Jakarta, Kompas - Komunitas masyarakat hukum adat berhak menuntut setiap pemerintah daerah masing-masing untuk menetapkan wilayah adat mereka. Sebab, perlindungan negara terhadap entitas masyarakat hukum adat sudah diberikan melalui Peraturan Menteri Negara Agraria/Kepala Badan Pertanahan Nasional Nomor 5 Tahun 1999 tentang Pedoman Penyelesaian Masalah Hak Ulayat Masyarakat Hukum Adat.
"Prasyarat yang dapat ditetapkan sebagai wilayah adat berupa wilayah yang tidak ditujukan untuk kegiatan komersial, tetapi benar-benar wilayah yang dipergunakan untuk menghidupi komunitas pada masyarakat adat yang bersangkutan," kata pakar hukum pertanahan Universitas Gadjah Mada, Yogyakarta, Maria Soemardjono SW, Kamis (22/3), saat dihubungi di Yogyakarta.

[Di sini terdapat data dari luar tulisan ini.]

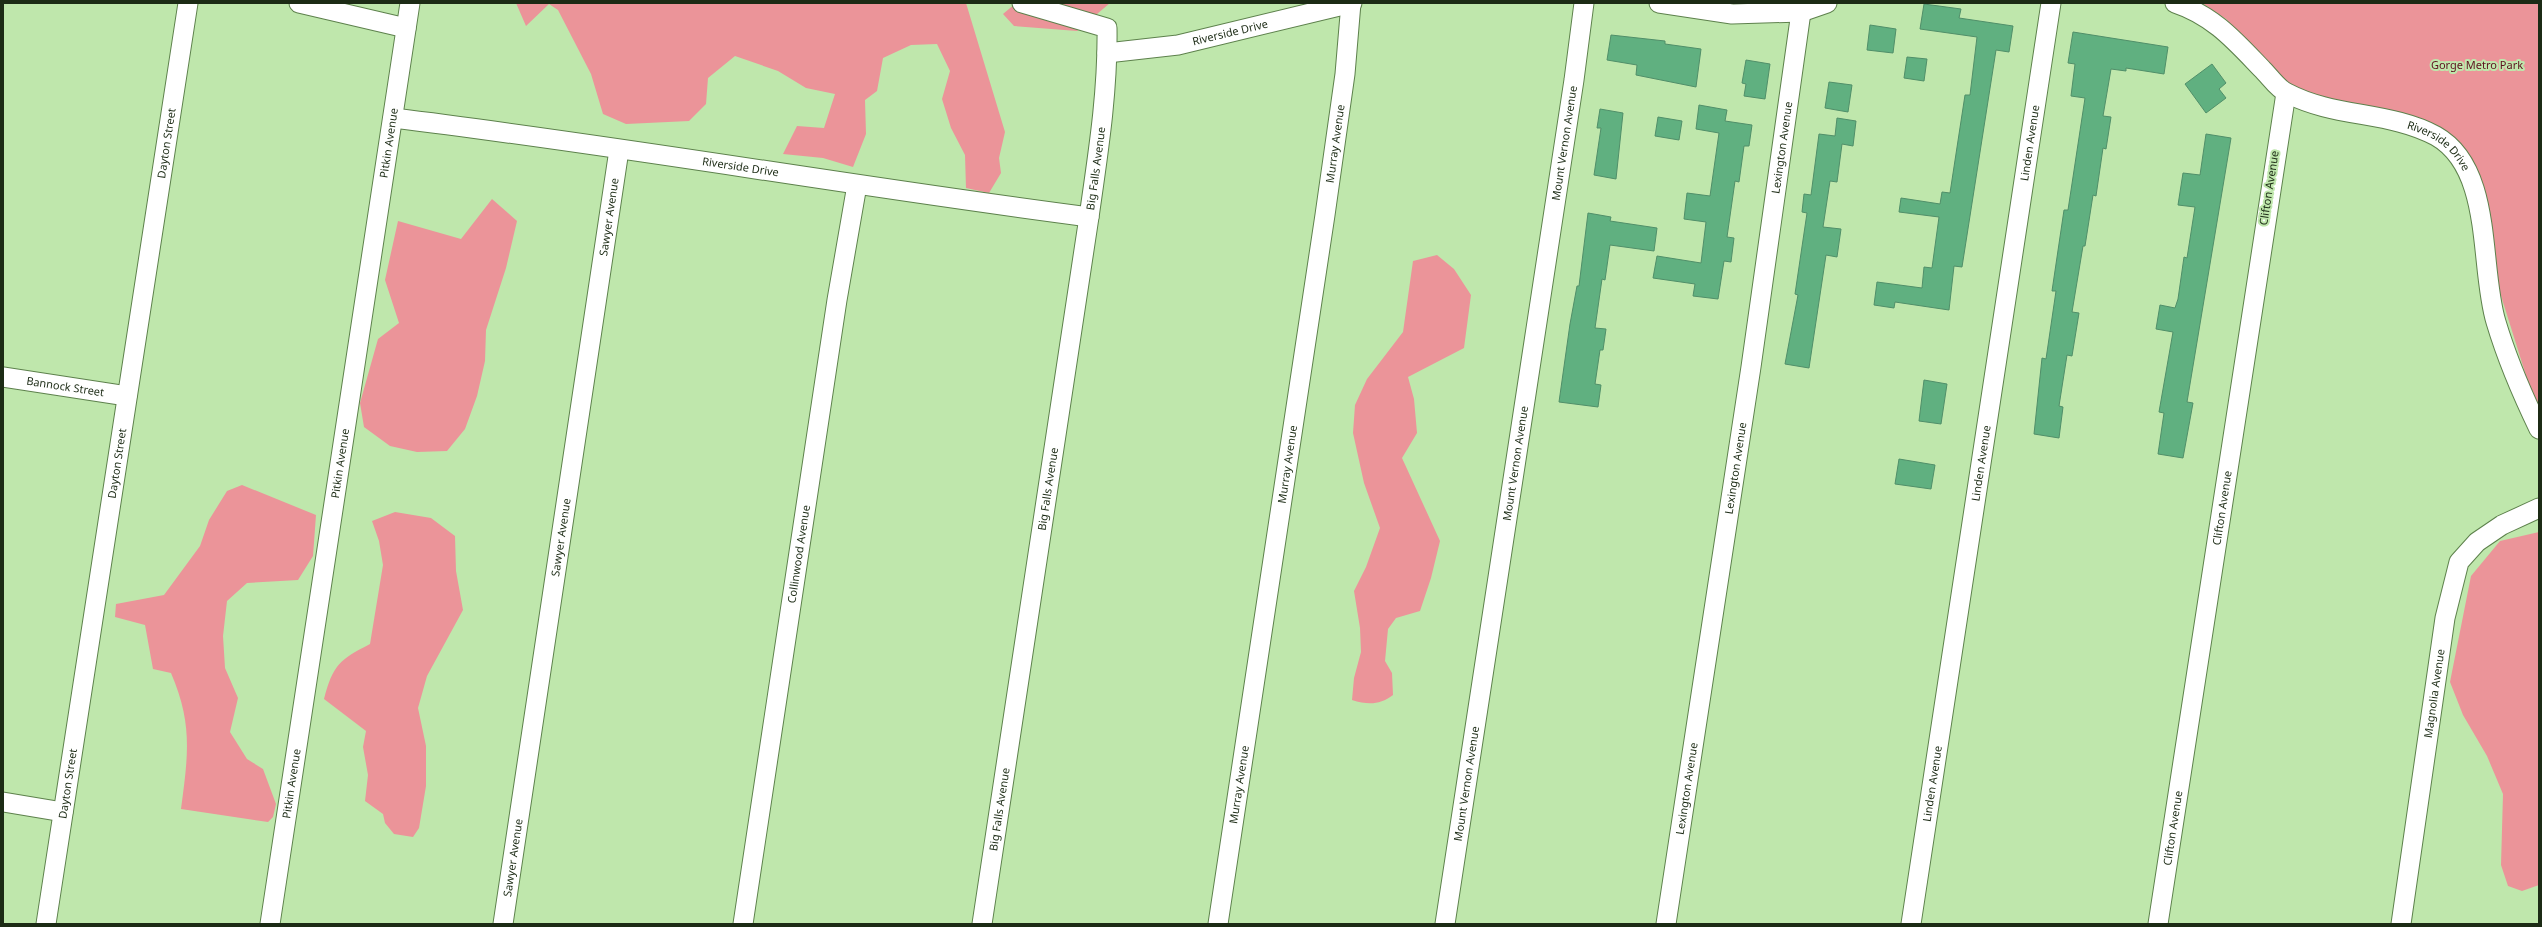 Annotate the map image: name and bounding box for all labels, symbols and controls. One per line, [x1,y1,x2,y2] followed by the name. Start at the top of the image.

Maria dimintai tanggapannya sehubungan dengan hasil Kongres Aliansi Masyarakat Adat Nusantara di Pontianak, 17-21 Maret 2007, di mana masyarakat adat belum menemukan posisi tawar di depan negara.

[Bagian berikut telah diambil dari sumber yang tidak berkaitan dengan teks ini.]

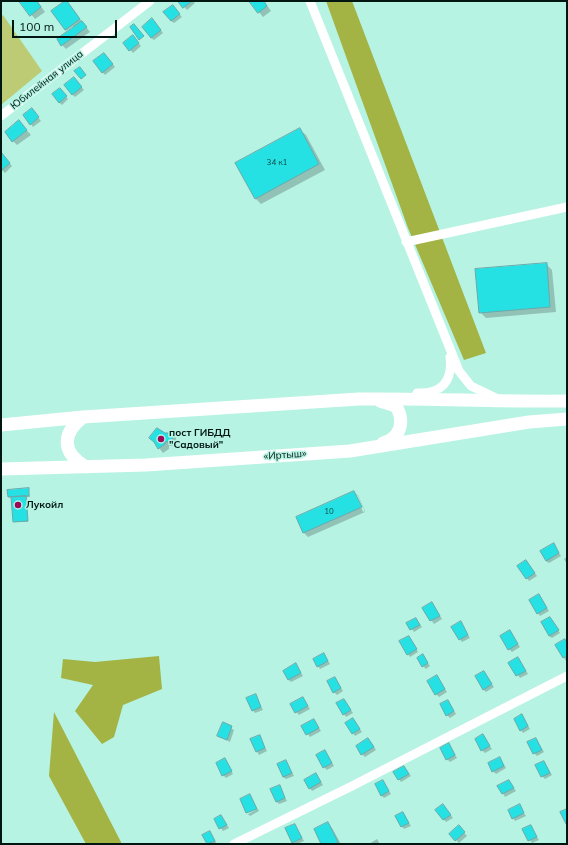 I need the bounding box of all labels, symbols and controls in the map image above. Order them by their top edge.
scale bar [14,12,119,38]
text: 100 m [19,19,54,34]
street label: Юбилейная улица [8,48,86,112]
house number: 34 к1 [267,158,287,168]
place label: пост ГИБДД "Садовый" [169,427,230,450]
marker: пост ГИБДД "Садовый" [156,434,166,444]
street label: «Иртыш» [263,448,307,462]
place label: Лукойл [26,499,63,511]
marker: Лукойл [13,500,23,510]
house number: 10 [324,507,334,517] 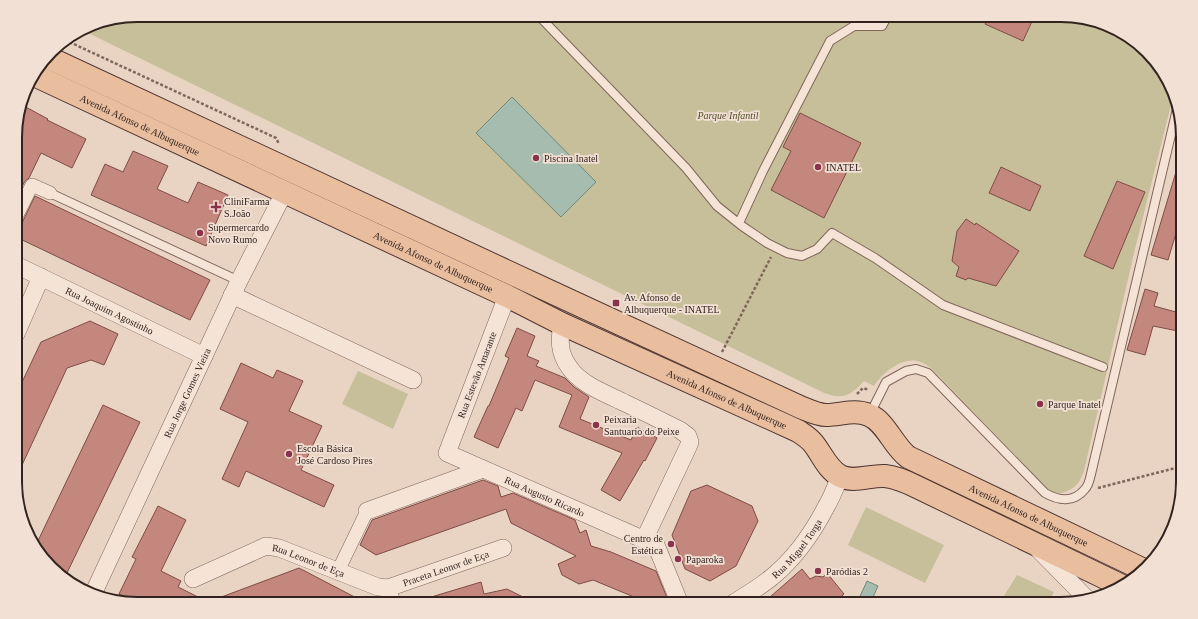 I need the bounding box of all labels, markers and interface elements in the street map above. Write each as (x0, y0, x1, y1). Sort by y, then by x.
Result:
street label: Avenida Afonso de Albuquerque (78, 92, 202, 157)
park label: Parque Infantil (696, 110, 759, 121)
marker: Piscina Inatel (531, 153, 541, 163)
place label: Piscina Inatel (544, 153, 598, 164)
marker: INATEL (813, 162, 823, 172)
place label: INATEL (826, 162, 861, 173)
place label: CliniFarma S.João (224, 196, 270, 219)
marker: CliniFarma S.João (211, 202, 221, 212)
place label: Supermercardo Novo Rumo (208, 222, 269, 245)
marker: Supermercardo Novo Rumo (195, 228, 205, 238)
street label: Avenida Afonso de Albuquerque (372, 229, 496, 295)
street label: Rua Joaquim Agostinho (64, 284, 155, 336)
place label: Av. Afonso de Albuquerque - INATEL (624, 292, 720, 315)
marker: Av. Afonso de Albuquerque - INATEL (611, 298, 621, 308)
street label: Rua Estevão Amarante (455, 330, 499, 420)
street label: Rua Jorge Gomes Vieira (161, 346, 213, 439)
street label: Avenida Afonso de Albuquerque (665, 367, 789, 431)
marker: Parque Inatel (1035, 399, 1045, 409)
place label: Parque Inatel (1048, 399, 1101, 410)
place label: Peixaria Santuario do Peixe (604, 414, 680, 437)
marker: Peixaria Santuario do Peixe (591, 420, 601, 430)
place label: Escola Básica José Cardoso Pires (297, 443, 373, 466)
marker: Escola Básica José Cardoso Pires (284, 449, 294, 459)
street label: Rua Augusto Ricardo (503, 474, 587, 518)
street label: Avenida Afonso de Albuquerque (967, 482, 1091, 548)
street label: Rua Miguel Torga (769, 517, 824, 580)
place label: Centro de Estética (624, 533, 664, 556)
marker: Centro de Estética (666, 539, 676, 549)
street label: Rua Leonor de Eça (271, 542, 347, 579)
street label: Praceta Leonor de Eça (401, 548, 491, 588)
marker: Paparoka (673, 554, 683, 564)
place label: Paparoka (686, 554, 724, 565)
marker: Paródias 2 (813, 566, 823, 576)
place label: Paródias 2 (826, 566, 868, 577)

Menurut mantan dekan Fakultas Hukum UGM itu, penetapan wilayah adat memiliki tiga syarat, ada anggota masyarakat, suatu wilayah dengan batas-batas yang jelas, dan ada pranata sosial yang masih hidup/berlangsung. Pranata sosial bisa berupa kewenangan menjalankan hukum dan sanksi. Pada umumnya, katanya, hukum adat tidak tertulis dan tidak perlu dijadikan tertulis, kecuali dikehendaki oleh masyarakat hukum adat sendiri.

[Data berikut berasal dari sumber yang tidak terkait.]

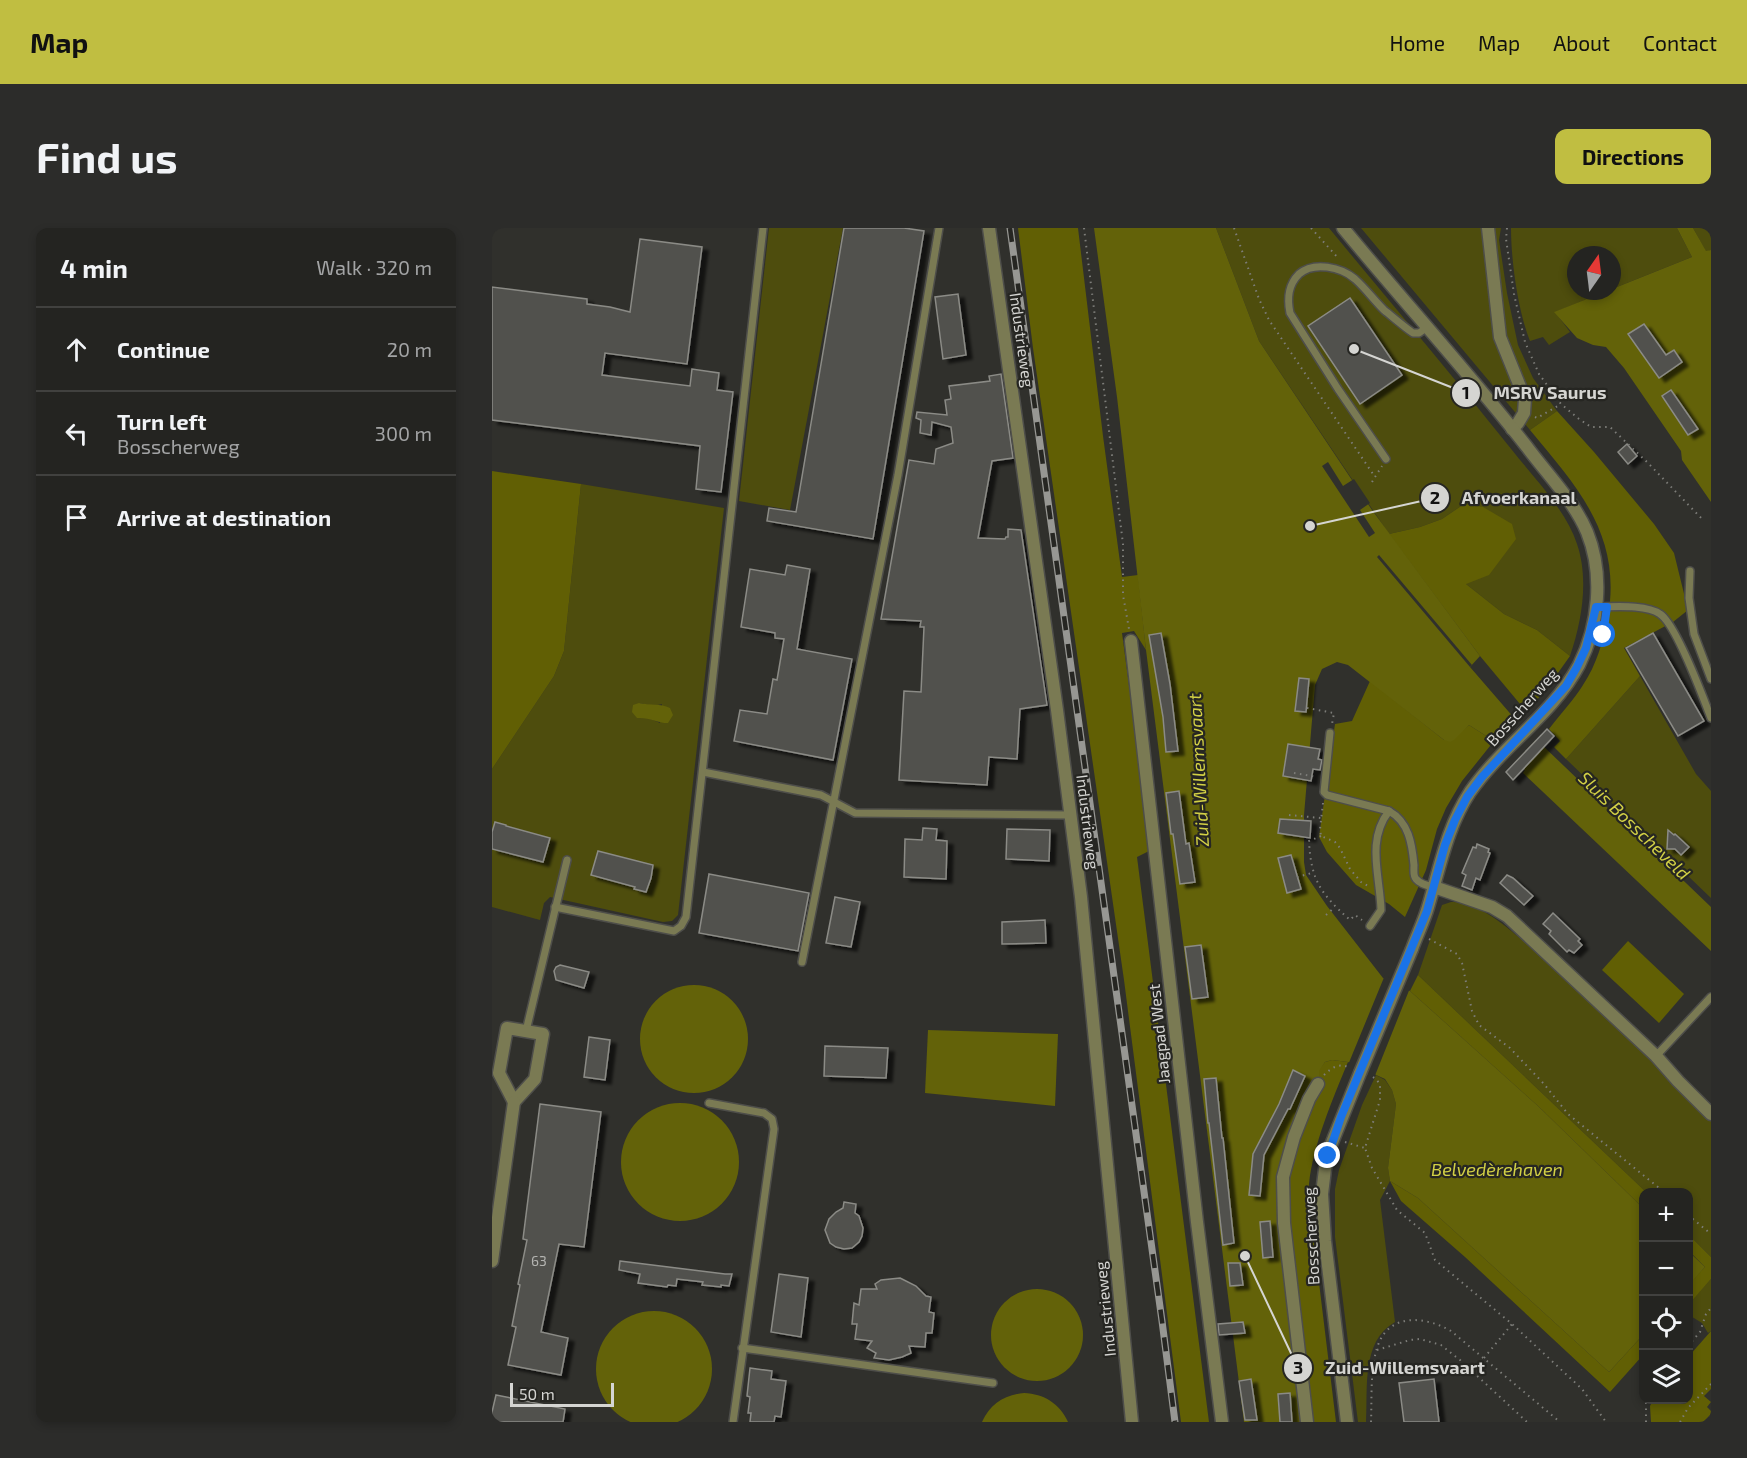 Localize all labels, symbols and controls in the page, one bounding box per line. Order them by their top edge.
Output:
text: Map [30,25,88,59]
text: Home [1389,30,1445,55]
text: Map [1478,30,1520,55]
text: About [1553,30,1610,55]
text: Contact [1643,30,1717,55]
button: Directions [1555,129,1711,184]
text: Find us [36,131,178,181]
north arrow [1567,246,1621,300]
text: 4 min [60,252,128,283]
text: Walk · 320 m [316,255,432,279]
street label: Industrieweg [1006,291,1039,389]
icon: ahead [60,333,93,366]
text: Continue [117,336,210,362]
text: 20 m [387,337,432,361]
callout: MSRV Saurus [1451,375,1619,411]
text: 1 [1462,381,1470,403]
text: MSRV Saurus [1494,381,1606,403]
text: Turn left [117,408,206,434]
icon: left [60,417,93,450]
text: 300 m [375,421,432,445]
text: Bosscherweg [117,434,240,458]
callout: Afvoerkanaal [1420,480,1589,516]
text: 2 [1430,486,1440,508]
text: Afvoerkanaal [1462,486,1577,508]
icon: arrive [60,501,93,534]
text: Arrive at destination [117,504,331,530]
route start [1589,621,1615,647]
street label: Bosscherweg [1482,664,1562,749]
water label: Zuid-Willemsvaart [1183,693,1213,847]
water label: Sluis Bosscheveld [1574,767,1695,884]
street label: Industrieweg [1073,773,1104,871]
street label: Jaagpad West [1144,983,1173,1085]
route end [1314,1142,1340,1168]
water label: Belvedèrehaven [1431,1158,1563,1180]
street label: Bosscherweg [1298,1187,1323,1285]
map controls [1639,1188,1693,1404]
button: + [1639,1188,1693,1242]
button: − [1639,1242,1693,1296]
house number: 63 [531,1252,547,1269]
street label: Industrieweg [1090,1260,1119,1358]
button: locate [1639,1296,1693,1350]
callout: Zuid-Willemsvaart [1283,1350,1497,1386]
button: layers [1639,1350,1693,1404]
text: 3 [1293,1356,1303,1378]
text: Zuid-Willemsvaart [1325,1356,1485,1378]
scale bar [510,1380,614,1408]
text: 50 m [519,1384,555,1403]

Saat ini sudah ada dua contoh peraturan daerah yang menetapkan dan mengatur wilayah adat, yaitu bagi masyarakat hukum adat Lundayah, Nunukan, Kalimantan Timur, dan masyarakat adat Baduy di Lebak, Banten.
"Yang perlu didorong, partisipasi politik masyarakat adat mau mendorong setiap pemerintah daerah menetapkan peraturan daerah guna perlindungan eksistensi masyarakat adat," kata Maria sambil menambahkan, tahun 2006 Presiden menjanjikan membentuk UU yang komprehensif tentang masyarakat adat. "Saatnya ditagih sekarang."
Struktur berubah
Sekretaris Bersama Jaringan Komunitas Masyarakat Adat (JKMA) Aceh Budi Arif mengatakan, eksistensi masyarakat hukum adat kini sudah dihancurkan oleh sistem yang dikembangkan pemerintah. Pembentukan rukun tetangga (RT), rukun warga (RW), kelurahan, kecamatan, kabupaten, dan provinsi benar-benar menghancurkan kearifan lokal dalam membentuk struktur sosial dan pemerintahannya.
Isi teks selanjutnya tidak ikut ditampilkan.